We are going now to look at the subsequent dump (taken 30 seconds later) to verify whether we have any progress or not on that thread, however let’s take a loot at one last thing on this dump before starting with the other one (this can save us a lot of time here):
|
0:011> !runaway
User Mode Time
Thread Time
13:d5c 0 days 0:00:37.500
14:c00 0 days 0:00:24.718
16:9c8 0 days 0:00:16.406
15:9e8 0 days 0:00:13.562
11:bb8 0 days 0:00:12.015 ß This is the CPU time spent by the thread 11 at this point
|
So we know that the thread 11 have had the CPU for the aprox. 12.015 seconds when this dump was generated. So after opening the second dump, before jumping on any deeper analysis, lets just run the same command and verify if the thread 11 made any progress.
|
0:011> !runaway
User Mode Time
Thread Time
13:d5c 0 days 0:00:37.500
14:c00 0 days 0:00:24.718
16:9c8 0 days 0:00:16.406
15:9e8 0 days 0:00:13.562
11:bb8 0 days 0:00:12.015 ß The time is exactly the same 30 seconds later
|
Ok, so there is not a single additional millisecond being spent by the thread 11 on the second dump. At this point we don’t even need to take a look at the thread stack to know it’s exactly the same. In other words this thread has been doing nothing but waiting on that stored procedure to execute at the SQL Server.
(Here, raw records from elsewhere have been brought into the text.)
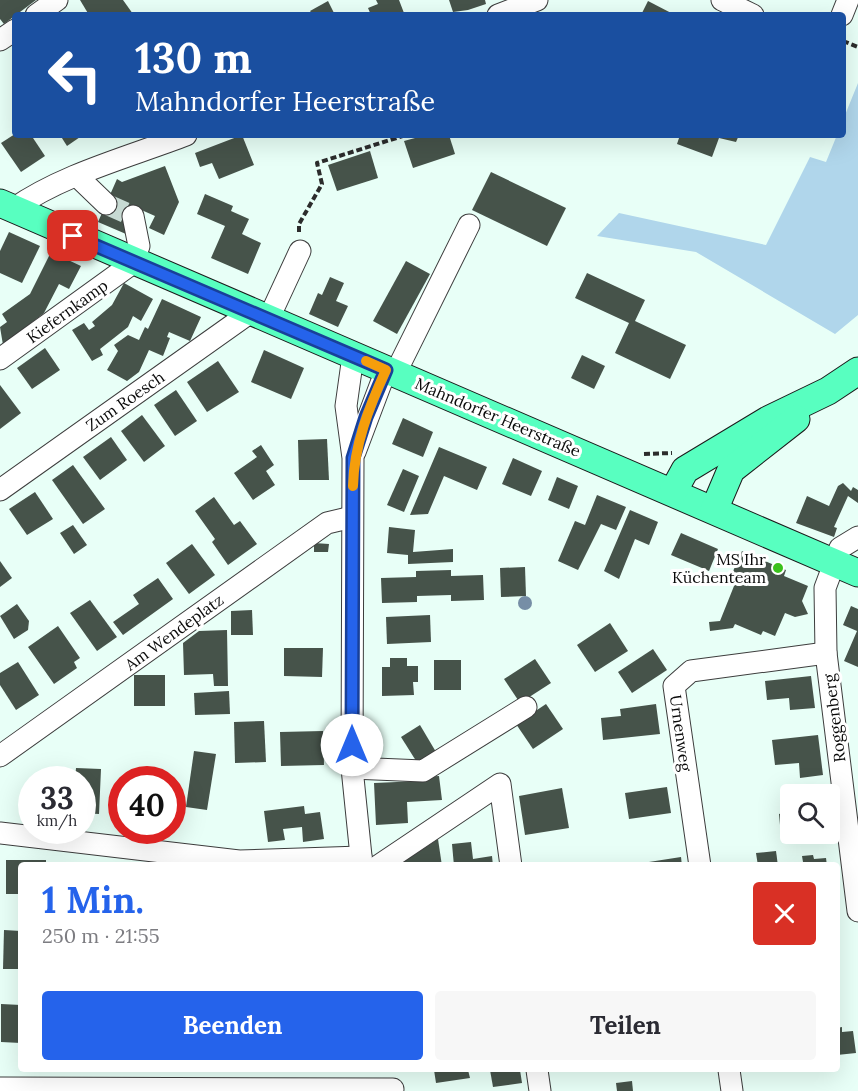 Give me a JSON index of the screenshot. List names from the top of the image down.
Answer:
{
  "streets": {
    "main road": ["Mahndorfer Heerstraße"],
    "street": [
      "Kiefernkamp",
      "Zum Roesch",
      "Am Wendeplatz",
      "Roggenberg",
      "Urnenweg"
    ]
  },
  "crossings": [
    ["Kiefernkamp", "Mahndorfer Heerstraße"],
    ["Zum Roesch", "Mahndorfer Heerstraße"],
    ["Mahndorfer Heerstraße", "Roggenberg"],
    ["Roggenberg", "Urnenweg"]
  ],
  "places": ["MS Ihr Küchenteam"],
  "page": {
    "turn": ["130 m", "Mahndorfer Heerstraße"],
    "speed": "33 km/h",
    "limit": "40",
    "heading": ["1 Min.", "250 m · 21:55"],
    "buttons": ["Beenden", "Teilen"]
  }
} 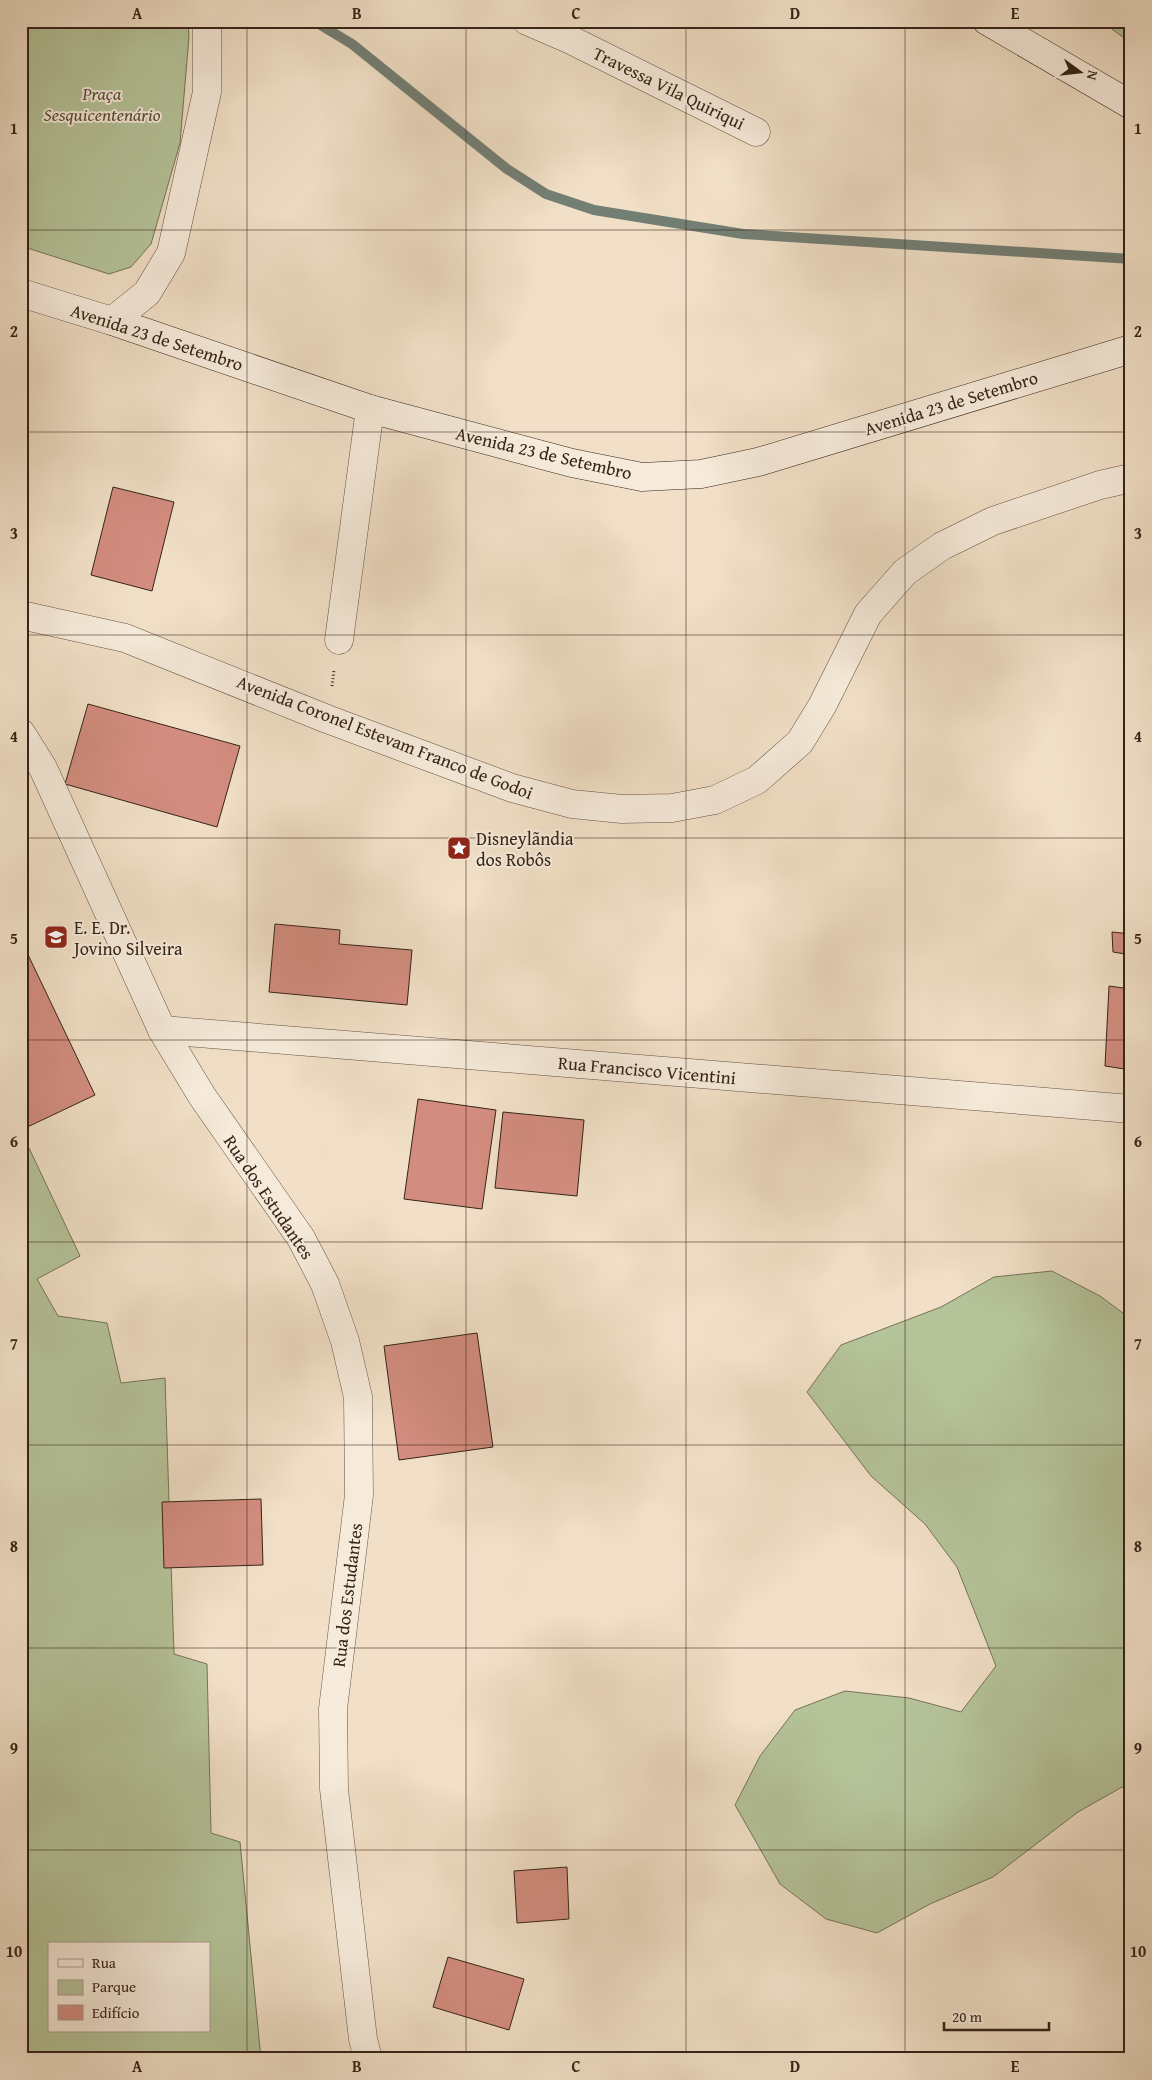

The problem has been isolated as a database performance issue (mission accomplished!!! J). The next step is work on the database server (running in another box) to understand why this sp is taking too long to execute and, of course, properly addressing the issue to provide a definitive solution. IIS ended up just being the server where the symptom is faced and not the one where the root cause of the problem is really happening.